無臭ガスの情報コード化と知覚画像化(無臭ガス用カメラ)

Research Project

Project/Area Number 15K12060
Research InstitutionTokyo Medical and Dental University

Principal Investigator

三林 浩二  東京医科歯科大学, 生体材料工学研究所, 教授 (40307236)

Project Period (FY) 2015-04-01 – 2018-03-31
Keywords無臭ガス / 情報コード / 画像化 / 酵素
Outline of Annual Research Achievements

本研究の目的は、「無色・無臭の化学成分」と「その成分を認識する酵素」を実験にて検討し、次に高感度な無臭ガス計測へと展開する。さらにインクジェットプリンタを用い、無臭ガス成分での情報コード印刷を進め、無臭ガスを生化学的に発光や蛍光へと誘導し、高感度カメラで撮影することで、知覚画像化する。つまり無臭ガスを使った秘匿性の高い、化学的な情報コードシステムを構築すると共に、人では知覚できない無色無臭ガスを知覚化することで「新たな情報化社会」を創生することである。
初年度(27年度)には無臭成分バイオ測定について、無臭情報コードのための無臭ガス成分について、認識酵素の選出を実施した。本課題ではまず乳酸、過酸化水素の2種の揮発性を有する成分について、それぞれを触媒する酵素として、乳酸酸化酵素(LOD)とカタラーゼ(catalase)について、そのセンシング利用が可能か検討した。LOD は酸素を電子受容体として、「乳酸」を酸化することで、ピルビン酸をそれぞれ生成する。この酸素濃度の減少を酸素分析装置で測定したところ、無色無臭成分である乳酸の検出が可能であった。一方、カタラーゼは「過酸化水素」を基質として、水と酸素を生成することから、酸素濃度の増加を酸素分析装置で測定した結果、カタラーゼにて無臭の過酸化水素の検出が可能であることがわかった。

Current Status of Research Progress
Current Status of Research Progress

2: Research has progressed on the whole more than it was originally planned.

Reason

医療用バイオセンサの技術は、僅かな化学成分を特異的に検出できることから、申請者がこの技術を利用し、開発してきた生化学式のガスセンサ(バイオスニファ)は混合ガス中でも、対象とするガス成分だけを検知できる。また、本センサ技術は嗅覚ではなく、体内での薬物代謝で機能する酵素を利用することから、人の嗅覚では知覚できないような無臭ガス成分を対象としたガスセンサの構築も可能である。

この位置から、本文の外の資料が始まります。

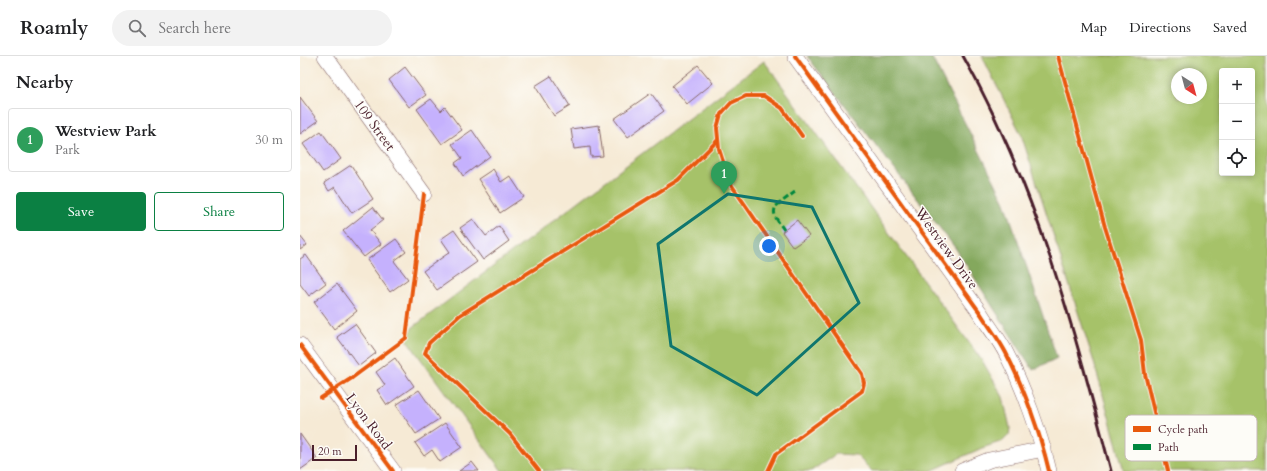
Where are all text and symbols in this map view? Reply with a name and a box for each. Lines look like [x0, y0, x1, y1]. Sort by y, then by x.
search box [112, 10, 392, 46]
text: Roamly [20, 15, 88, 41]
icon: search [126, 17, 148, 39]
text: Search here [158, 18, 231, 38]
text: Map [1081, 18, 1107, 37]
text: Directions [1129, 18, 1191, 37]
text: Saved [1213, 18, 1247, 37]
north arrow [1171, 68, 1207, 104]
map controls [1219, 68, 1255, 176]
button: + [1219, 68, 1255, 104]
text: Nearby [16, 71, 73, 94]
street label: 109 Street [350, 96, 400, 155]
button: − [1219, 104, 1255, 140]
text: Westview Park [55, 121, 157, 141]
text: 1 [27, 131, 33, 149]
text: 30 m [255, 131, 283, 149]
button: locate [1219, 140, 1255, 176]
text: Park [55, 141, 80, 159]
pin: 1 [711, 161, 737, 194]
button: Save [16, 192, 146, 231]
button: Share [154, 192, 284, 231]
street label: Westview Drive [910, 203, 983, 293]
your location [759, 236, 779, 256]
street label: Lyon Road [341, 389, 396, 454]
legend [1125, 415, 1257, 461]
text: Cycle path [1158, 422, 1208, 437]
text: Path [1158, 440, 1179, 455]
scale bar [312, 443, 357, 462]
text: 20 m [318, 444, 342, 459]

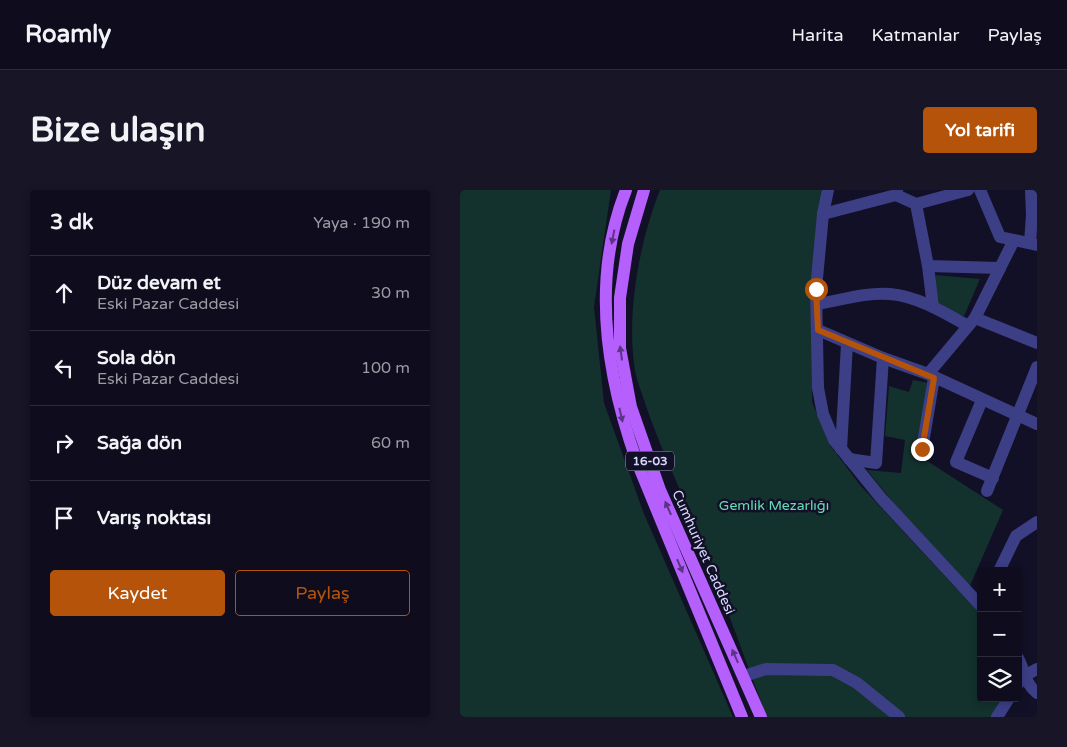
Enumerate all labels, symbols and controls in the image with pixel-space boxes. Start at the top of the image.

そこで27年度には、まず乳酸やコリン、過酸化水素、ウルソル酸、バルプロ酸、安息香酸などは人の嗅覚で認識できず、知覚することができない成分のなかで、無臭情報コードのための無臭ガス成分および認識酵素の選出を実施することである。
これに対して本課題では、まず乳酸、過酸化水素の2種の揮発性を有する成分について、それぞれを触媒する酵素として、乳酸酸化酵素(LOD)とカタラーゼ(catalase)について、そのセンシング利用が可能か検討した。その結果、LODを用いることで酸素濃度の減少を酸素分析装置で測定し、無色無臭の乳酸ガスの検出が可能であった。またカタラーゼを認識素子とすることで「過酸化水素」を基質として、生成される酸素濃度の増加を酸素分析装置で測定し、カタラーゼにて無色無臭の過酸化水素の検出であることを示した。現在、同様な手法にて無臭成分であるコリンについての実験を実施している。また光計測の可能性についても検討を進めている。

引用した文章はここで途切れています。